▶ [Requirement] Retype the full set of records. Keep every character identical.

Records from a dataset
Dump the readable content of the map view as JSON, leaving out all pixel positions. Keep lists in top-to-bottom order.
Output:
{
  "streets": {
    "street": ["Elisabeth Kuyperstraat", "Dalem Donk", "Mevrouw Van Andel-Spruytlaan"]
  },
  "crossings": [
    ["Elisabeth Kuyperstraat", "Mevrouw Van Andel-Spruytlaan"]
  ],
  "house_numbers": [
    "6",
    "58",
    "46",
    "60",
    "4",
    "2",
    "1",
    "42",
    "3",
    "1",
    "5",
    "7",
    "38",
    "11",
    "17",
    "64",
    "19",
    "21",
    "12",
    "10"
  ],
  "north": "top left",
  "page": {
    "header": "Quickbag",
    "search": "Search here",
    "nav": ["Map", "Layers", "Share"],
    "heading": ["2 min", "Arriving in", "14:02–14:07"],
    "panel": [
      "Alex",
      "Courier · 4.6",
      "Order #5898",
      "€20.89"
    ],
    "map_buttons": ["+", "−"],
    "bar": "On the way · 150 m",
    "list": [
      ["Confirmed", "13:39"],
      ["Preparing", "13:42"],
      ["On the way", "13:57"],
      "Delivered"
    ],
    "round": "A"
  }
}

▶ [Written response]
Dump the readable content of the map view as JSON, leaving out all pixel positions. Keep lists in top-to-bottom order.
Output:
{
  "streets": {
    "street": ["Elisabeth Kuyperstraat", "Dalem Donk", "Mevrouw Van Andel-Spruytlaan"]
  },
  "crossings": [
    ["Elisabeth Kuyperstraat", "Mevrouw Van Andel-Spruytlaan"]
  ],
  "house_numbers": [
    "6",
    "58",
    "46",
    "60",
    "4",
    "2",
    "1",
    "42",
    "3",
    "1",
    "5",
    "7",
    "38",
    "11",
    "17",
    "64",
    "19",
    "21",
    "12",
    "10"
  ],
  "north": "top left",
  "page": {
    "header": "Quickbag",
    "search": "Search here",
    "nav": ["Map", "Layers", "Share"],
    "heading": ["2 min", "Arriving in", "14:02–14:07"],
    "panel": [
      "Alex",
      "Courier · 4.6",
      "Order #5898",
      "€20.89"
    ],
    "map_buttons": ["+", "−"],
    "bar": "On the way · 150 m",
    "list": [
      ["Confirmed", "13:39"],
      ["Preparing", "13:42"],
      ["On the way", "13:57"],
      "Delivered"
    ],
    "round": "A"
  }
}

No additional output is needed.